Y : “sist, dia gimana kabar, ap kegiatan, ;’;!,$*&@$^^&%!!?”
X : “ga tau yah..”
Y : “ko gitu, kan sahabat?”
X : “(sedih..) :( mungkin dia belum sempat beri kabar..”
Y : “oo..???? sabar ajjah yah..”
X : “santai aja ko :)”
…ckckckk..lanjut bahas yang lain..hoho..’’’
Iyya juga sich, kota gede nih, pengaruhnya luar biasa hoho.. merubah seorang jadi lebih gimanaaaa gitu (..hanya aq dan ALLAH yang tau..) :)
Apalah daya.. :( memaksakan seseorang menjadi sahabat bukanlah kebaikan. Sahabat sejati hanya ada darii kesadaran pribadi yang menganut faham ‘SETIA’. Hehe.. Yang bener-bener ada dalam ‘hati dan pikiran’ kita. Ibarat IMAN itu lah sahabat bagiKU.
Proses dari teman menjadi sahabat membutuhkan usaha pemeliharaan dari kesetiaan, tetapi bukan pada saat kita membutuhkan bantuan barulah kita memiliki motivasi mencari perhatian, pertolongan dan pernyataaan kasih dari orang lain, tetapi justru ia berinisiatif memberikan dan mewujudkan apa yang dibutuhkan oleh sahabatnya.

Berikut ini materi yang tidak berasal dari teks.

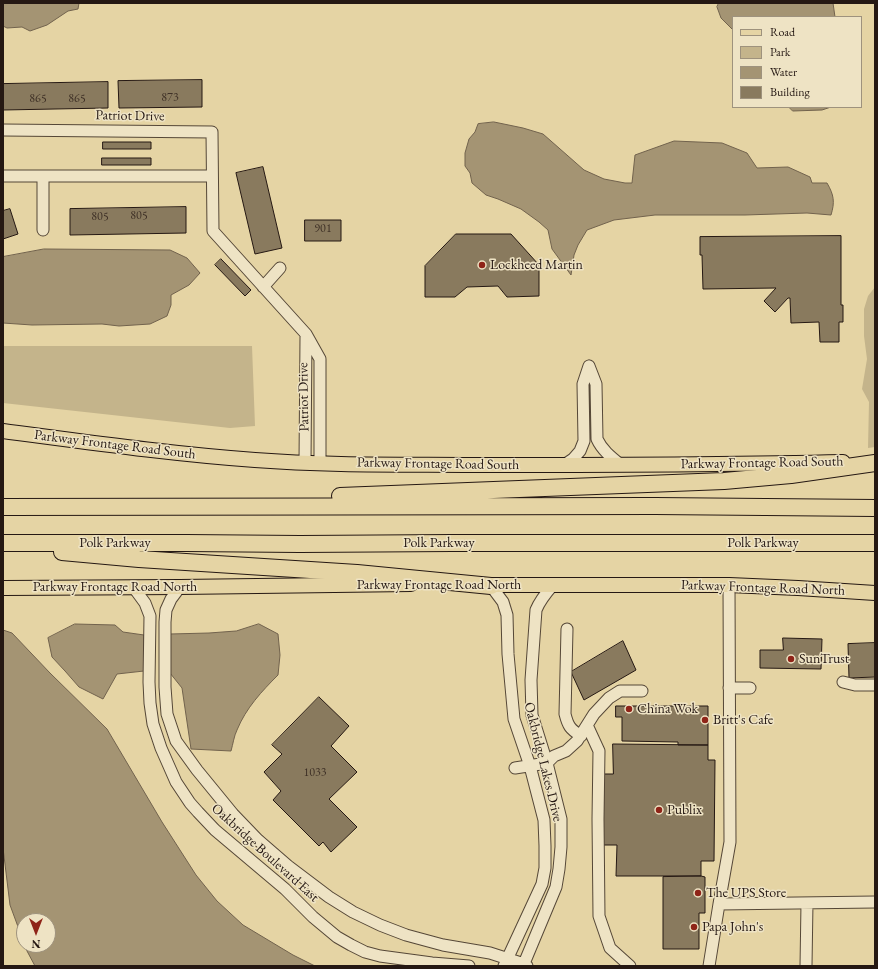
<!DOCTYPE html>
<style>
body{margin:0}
#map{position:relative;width:878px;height:969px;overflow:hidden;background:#e5d4a4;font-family:"EB Garamond",serif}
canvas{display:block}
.frame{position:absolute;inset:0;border:4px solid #251813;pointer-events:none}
.legend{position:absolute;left:732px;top:16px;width:130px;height:92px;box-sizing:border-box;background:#eee3c4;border:1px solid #9e927d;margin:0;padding:5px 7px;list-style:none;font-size:12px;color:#251813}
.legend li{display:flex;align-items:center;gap:8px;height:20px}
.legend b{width:20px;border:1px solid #9e927d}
.north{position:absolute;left:16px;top:913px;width:40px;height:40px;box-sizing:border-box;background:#eee3c4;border:1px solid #9e927d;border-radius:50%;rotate:180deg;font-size:11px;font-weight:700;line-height:16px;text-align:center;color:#251813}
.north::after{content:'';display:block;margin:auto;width:14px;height:18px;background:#8f2418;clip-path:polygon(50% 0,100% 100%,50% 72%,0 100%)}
</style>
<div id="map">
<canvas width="878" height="969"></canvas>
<div class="frame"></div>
<ul class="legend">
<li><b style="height:5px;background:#e5d4a4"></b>Road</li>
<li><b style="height:11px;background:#c4b48b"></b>Park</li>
<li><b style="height:11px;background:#a49473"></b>Water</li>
<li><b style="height:11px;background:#897a5e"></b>Building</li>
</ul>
<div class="north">N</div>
</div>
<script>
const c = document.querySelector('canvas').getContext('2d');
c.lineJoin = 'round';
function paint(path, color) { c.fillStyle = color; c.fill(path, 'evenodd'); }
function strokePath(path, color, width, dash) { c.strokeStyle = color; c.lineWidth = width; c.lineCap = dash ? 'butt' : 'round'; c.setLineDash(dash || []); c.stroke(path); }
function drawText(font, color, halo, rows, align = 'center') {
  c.font = font + ' "EB Garamond",serif'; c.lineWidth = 3; c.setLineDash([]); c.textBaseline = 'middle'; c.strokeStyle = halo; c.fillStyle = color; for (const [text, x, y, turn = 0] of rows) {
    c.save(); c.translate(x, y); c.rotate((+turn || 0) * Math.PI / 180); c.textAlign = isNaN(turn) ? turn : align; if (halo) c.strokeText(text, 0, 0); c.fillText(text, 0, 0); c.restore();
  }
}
const green = new Path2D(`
 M875,287V447L868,448L869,402L862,389L867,359L864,336V309L868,296Z
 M3,346H252L255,426L230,428L3,403Z`);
const water = new Path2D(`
 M3,3H79L78,9L68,11L47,25L30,31L22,27L7,28L3,26Z
 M719,3H833L835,17H733V30L721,18L717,7Z
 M789,107H831L822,110L793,111Z
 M494,122L523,128L543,134L584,170L604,179L625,183H632L635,155L674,141L722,143L747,153L757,168L788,167L810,177L812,183H827C834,195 835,202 831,215L807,213L745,215H655L614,220L587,230L578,245L574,255L571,275L552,249L548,230L539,222L521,209L498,199L486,195L472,183L470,173L465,166V153L469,139L475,132L478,124Z
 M44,249L170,250L187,258L200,273L189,285L171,295V305L167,316L150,324L119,326L102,324L32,325L3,323V257Z
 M75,624L115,625L123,632L144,635V671L117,674L103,699L79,687L65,671L52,657L48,638Z
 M259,624L278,634L280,655L278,675C262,691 246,708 237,730C234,736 233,744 231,751L191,749L182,688L170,673V634L209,633L236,631Z
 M3,630L12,633L50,673L107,729L162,822L196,875L217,901L243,925L293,955L315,966H35L27,951L25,945H48V921H24V943L10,905L3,848Z`);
const building = new Path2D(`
 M202,80V107L119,108L118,81Z
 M108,82V108L3,110V84Z
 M103,142H151V149H103Z
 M102,158H151V165H102Z
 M263,167L282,248L255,254L236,173Z
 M186,207V233L70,235V209Z
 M10,209L18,234L3,239V211Z
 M305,220H341V241H305Z
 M456,234H511L539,265V296L507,297L498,286L467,287L455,297H425V266Z
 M841,236V305H843V322H839V342H820L819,322L791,323L790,298H788L775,312L764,301L776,288L703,289L702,255H700V237Z
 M221,259L251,290L245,296L215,265Z
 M783,638L822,639L821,669L760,668V650H783Z
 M623,641L636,670L584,700L571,672Z
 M875,643V677L849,678L848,644Z
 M319,697L349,726L331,746L357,772L329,799L357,827L331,852L323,842L319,846L273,800L281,791L264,772L282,754L272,745Z
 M616,706H708V745H678V742L622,741V717H616Z
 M613,744L708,745V760H715L714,861H701V876H616L617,845H603V774H613Z
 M701,876L705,877V913H699V949H663V877Z`);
const minor = new Path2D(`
 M3,130L212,132L213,231L306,334L320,359V463
 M3,176H212
 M43,176V230
 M263,287L280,268
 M589,366L596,384L597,439C602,450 611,457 621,465
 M305,462L306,337
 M564,465L573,459L580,451L584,441L583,384L589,366
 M491,586L503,602L507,615L508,654L514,719L530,766L544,820L545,846V868L542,884L504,966
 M180,587L171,599L166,610L165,622V687L167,714L176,741L197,770L233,814L258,840L288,866L329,897L353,912L380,925L406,935L443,945L490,953L524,964L527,966
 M134,588L145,603L150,616L149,682L150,703L153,724L161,748L176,782L190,803L198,812L215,830L285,889L313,917L337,937L351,945L365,952L380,956L432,963L469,966
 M567,629L565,714C568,726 570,729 581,736
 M843,682L855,685H875
 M729,688H750
 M587,725L599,751L598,819L599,916L610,948L630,966
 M515,768L547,763L554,756L566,751L577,741L594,714L609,698L620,691H642
 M719,904L730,842L729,585
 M523,966L556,887L559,869L561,847V819L547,763L532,715L531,680L536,610C540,600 546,593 553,585
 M709,966L719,904L875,902
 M806,966L807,903`);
const major = new Path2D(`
 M3,431C87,442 171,454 255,460C334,466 413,464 492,465C609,465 726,465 843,462
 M480,585H729L798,588L875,593
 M3,588L180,587L411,584`);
const highway = new Path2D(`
 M340,496L724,481L791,475L875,463
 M3,507L655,506L875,508
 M3,543H186L300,544L452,543H875
 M62,552L139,559L357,573L491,586`);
const markers = [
 [482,265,4,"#8f2418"],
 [791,659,4,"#8f2418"],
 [629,709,4,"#8f2418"],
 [705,720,4,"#8f2418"],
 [659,810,4,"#8f2418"],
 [698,893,4,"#8f2418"],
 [694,927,4,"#8f2418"]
];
const numberNames = [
 ["873",170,98],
 ["865",38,99],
 ["865",77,99],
 ["805",139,216],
 ["805",100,217],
 ["901",323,229],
 ["1033",315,773]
];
const streetNames = [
 ["Patriot Drive",130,116,1],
 ["Patriot Drive",304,397,-91],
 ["Parkway Frontage Road South",115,445,7],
 ["Parkway Frontage Road South",762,463,-1],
 ["Parkway Frontage Road South",438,464,1],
 ["Polk Parkway",115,543],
 ["Polk Parkway",439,543],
 ["Polk Parkway",763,543],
 ["Parkway Frontage Road North",439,585],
 ["Parkway Frontage Road North",115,587],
 ["Parkway Frontage Road North",763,588,2],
 ["Oakbridge Lakes Drive",543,762,76],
 ["Oakbridge Boulevard East",265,853,42]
];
const poiNames = [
 ["Lockheed Martin",490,265],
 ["SunTrust",799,659],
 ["China Wok",637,709],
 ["Britt's Cafe",713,720],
 ["Publix",667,810],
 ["The UPS Store",706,893],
 ["Papa John's",702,927]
];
paint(green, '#c4b48b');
paint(water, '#a49473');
strokePath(water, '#71624d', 1);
paint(building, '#897a5e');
strokePath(building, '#251813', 1);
strokePath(minor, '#554737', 13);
strokePath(major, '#251813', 16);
strokePath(highway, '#251813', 18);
strokePath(minor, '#eee3c4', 11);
strokePath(major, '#e5d4a4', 14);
strokePath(highway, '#e5d4a4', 16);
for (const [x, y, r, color] of markers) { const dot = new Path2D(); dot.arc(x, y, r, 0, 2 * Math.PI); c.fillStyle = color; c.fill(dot); strokePath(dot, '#eee3c4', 1.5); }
drawText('12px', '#3e3026', null, numberNames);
drawText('14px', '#251813', '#eee3c4', streetNames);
drawText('14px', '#251813', '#eee3c4', poiNames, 'left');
</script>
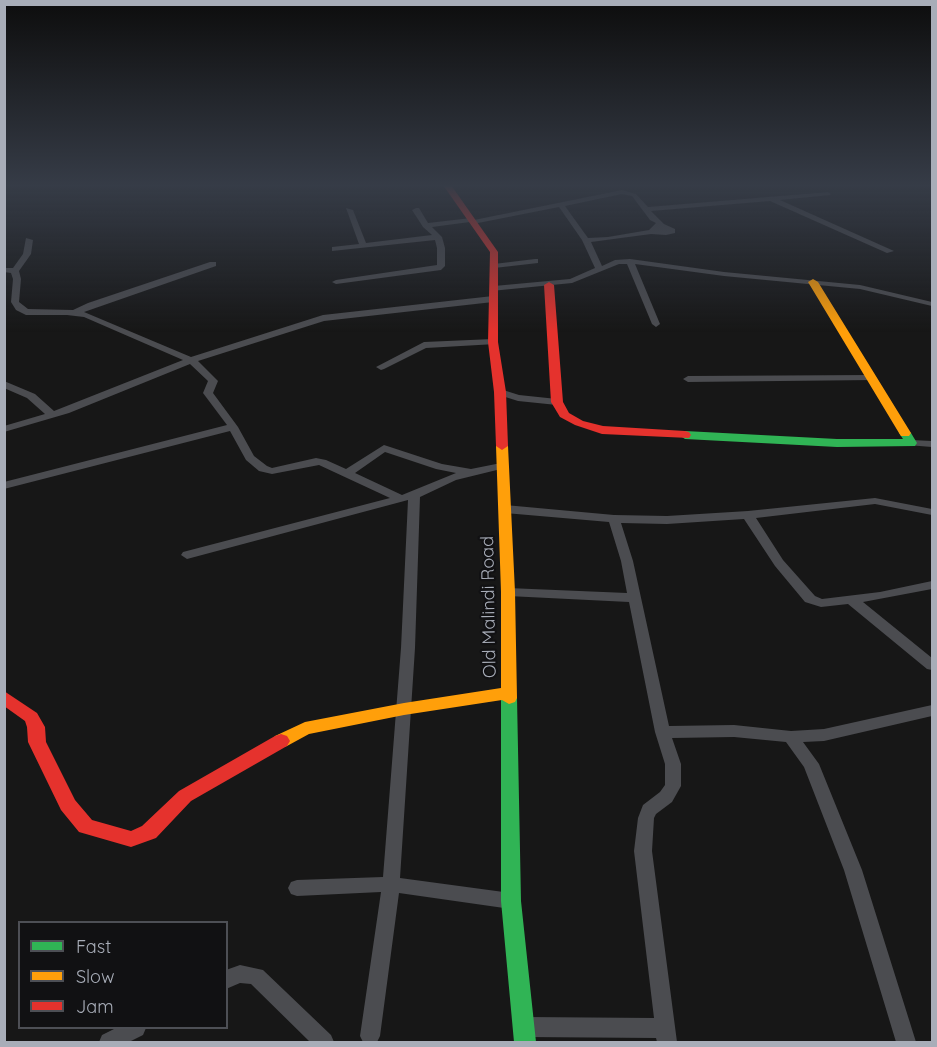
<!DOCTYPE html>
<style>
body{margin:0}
#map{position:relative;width:937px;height:1047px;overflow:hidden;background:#171717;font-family:Quicksand,sans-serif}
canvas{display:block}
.frame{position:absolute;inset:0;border:6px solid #a8adb8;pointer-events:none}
.legend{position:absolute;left:18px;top:921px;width:210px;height:108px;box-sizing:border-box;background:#111113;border:2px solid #4d4f55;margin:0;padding:8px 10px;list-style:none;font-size:18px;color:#a8adb8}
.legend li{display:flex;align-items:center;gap:12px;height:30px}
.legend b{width:30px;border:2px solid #4d4f55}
</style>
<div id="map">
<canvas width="937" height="1047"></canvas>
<div class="frame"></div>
<ul class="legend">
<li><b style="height:8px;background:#30b455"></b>Fast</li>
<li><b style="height:8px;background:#ff9f0a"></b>Slow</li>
<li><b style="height:8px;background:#e5322d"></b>Jam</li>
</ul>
</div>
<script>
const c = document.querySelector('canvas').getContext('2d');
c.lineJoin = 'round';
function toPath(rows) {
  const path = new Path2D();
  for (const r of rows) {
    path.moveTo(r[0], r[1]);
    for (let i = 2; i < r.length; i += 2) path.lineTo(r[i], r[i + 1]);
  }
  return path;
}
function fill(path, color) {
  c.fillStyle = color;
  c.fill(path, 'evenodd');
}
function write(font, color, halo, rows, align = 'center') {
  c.font = font + ' Quicksand,sans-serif';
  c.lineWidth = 4.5;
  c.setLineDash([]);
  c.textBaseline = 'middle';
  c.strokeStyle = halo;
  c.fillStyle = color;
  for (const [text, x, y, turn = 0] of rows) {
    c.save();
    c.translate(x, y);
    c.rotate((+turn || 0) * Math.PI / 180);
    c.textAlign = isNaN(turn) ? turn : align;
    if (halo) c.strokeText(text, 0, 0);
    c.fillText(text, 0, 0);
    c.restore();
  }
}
const street = toPath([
 [622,190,636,194,648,207,828,192,831,194,830,195,780,200,894,251,887,253,770,201,651,211,664,224,675,229,675,233,666,235,651,234,591,242,602,266,615,260,630,259,724,272,860,285,932,302,932,306,860,289,724,276,635,264,660,324,656,327,652,324,627,264,619,264,572,283,491,291,490,289,494,286,570,279,595,268,582,240,559,207,473,224,470,222,432,227,442,237,445,248,445,266,441,270,336,284,332,282,336,280,437,265,437,248,435,240,332,251,332,247,359,244,346,208,353,210,366,243,432,235,423,227,412,210,416,208,419,208,428,223,471,218,474,220,622,190],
 [622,194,632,196,650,220,656,223,649,230,608,237,588,238,565,206,622,194],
 [26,238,33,240,31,254,19,271,21,279,19,302,28,309,73,310,88,303,210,262,216,262,216,266,84,312,191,357,323,315,493,296,497,299,493,302,324,321,198,361,218,381,213,393,238,427,254,456,267,466,272,468,316,458,326,460,346,469,384,445,442,464,471,469,501,463,507,466,505,468,456,480,420,497,415,648,400,878,511,893,517,895,520,901,517,907,511,909,399,893,380,1036,377,1042,363,1042,360,1036,381,892,297,896,291,894,288,888,291,882,297,880,383,877,401,648,408,500,187,559,181,555,183,552,390,498,319,465,272,474,259,471,246,460,230,431,4,489,4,482,227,425,203,393,208,381,190,364,69,413,4,432,4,426,45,414,27,398,4,388,4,381,35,394,54,411,183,360,84,317,67,315,26,315,16,310,11,302,13,279,11,273,4,272,4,268,13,268,23,254,26,238],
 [385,452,436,469,456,473,402,495,355,473,385,452],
 [535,259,538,259,538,263,494,268,490,266,494,264,535,259],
 [493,339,496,340,496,344,426,348,384,369,381,370,376,367,424,342,493,339],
 [871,375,874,376,874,380,688,382,683,379,688,376,871,375],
 [500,389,519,395,557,399,562,402,557,405,518,401,496,394,496,390,500,389],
 [911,440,932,441,932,447,907,445,906,443,907,441,911,440],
 [875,498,932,509,932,515,875,504,756,518,783,560,815,596,822,599,880,592,932,581,932,589,863,602,932,658,932,670,927,669,848,604,821,607,805,602,775,566,744,519,667,524,621,523,633,561,669,726,734,725,791,731,824,729,932,705,932,716,824,741,803,742,819,764,862,870,916,1042,896,1042,844,870,804,767,786,742,734,737,672,738,681,764,681,786,672,802,656,814,654,818,652,851,677,1042,657,1042,656,1038,525,1037,518,1034,515,1027,518,1020,525,1017,654,1018,634,851,638,818,643,805,660,792,665,785,665,764,655,732,629,602,508,596,501,592,508,588,627,593,621,561,609,522,505,513,499,509,505,505,614,515,667,516,748,511,875,498],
 [240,965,263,970,331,1035,334,1042,310,1042,251,984,240,983,226,989,226,970,240,965],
 [116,1028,146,1028,143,1035,129,1042,99,1042,102,1035,116,1028]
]);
const fast = toPath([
 [905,429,911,433,917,443,915,446,837,447,685,439,679,435,685,431,837,439,903,439,899,433,905,429],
 [509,692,515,694,517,698,521,901,536,1042,514,1042,501,901,501,698,503,694,509,692]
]);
const slow = toPath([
 [813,279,818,282,911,433,909,436,901,436,899,433,808,282,813,279],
 [502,442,508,446,515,592,517,698,515,702,509,704,502,700,404,715,309,734,287,746,281,748,275,746,272,741,275,736,305,722,404,703,501,688,501,592,496,446,502,442]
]);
const jam = toPath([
 [443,185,451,185,498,252,498,342,506,392,508,446,502,450,496,446,494,392,488,342,490,252,443,185],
 [549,282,554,285,563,402,569,413,583,421,603,426,685,431,689,432,691,435,689,438,602,434,575,425,560,417,551,402,544,285,549,282],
 [4,691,37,713,45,727,46,742,75,800,92,820,131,831,142,826,179,791,275,736,281,734,287,736,290,741,287,746,191,801,156,838,131,847,79,832,61,810,28,742,27,727,25,721,4,706,4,691]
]);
const streetNames = [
 ["Old Malindi Road",489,607,-91]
];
fill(street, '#4b4c50');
fill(fast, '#30b455');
fill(slow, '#ff9f0a');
fill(jam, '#e5322d');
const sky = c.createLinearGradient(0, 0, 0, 332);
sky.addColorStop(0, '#0d0d0d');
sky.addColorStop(0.56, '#363c47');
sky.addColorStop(1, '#363c4700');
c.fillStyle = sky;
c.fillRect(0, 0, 937, 332);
write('18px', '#a8adb8', '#111113', streetNames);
</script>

Kerinduannya adalah menjadi bagian dari kehidupan sahabatnya, karena tidak ada persahabatan yang diawali dengan sikap egoistis.
Kerinduannya adalah menjadi bagian dari kehidupan sahabatnya, karena tidak ada persahabatan yang diawali dengan sikap egoistis.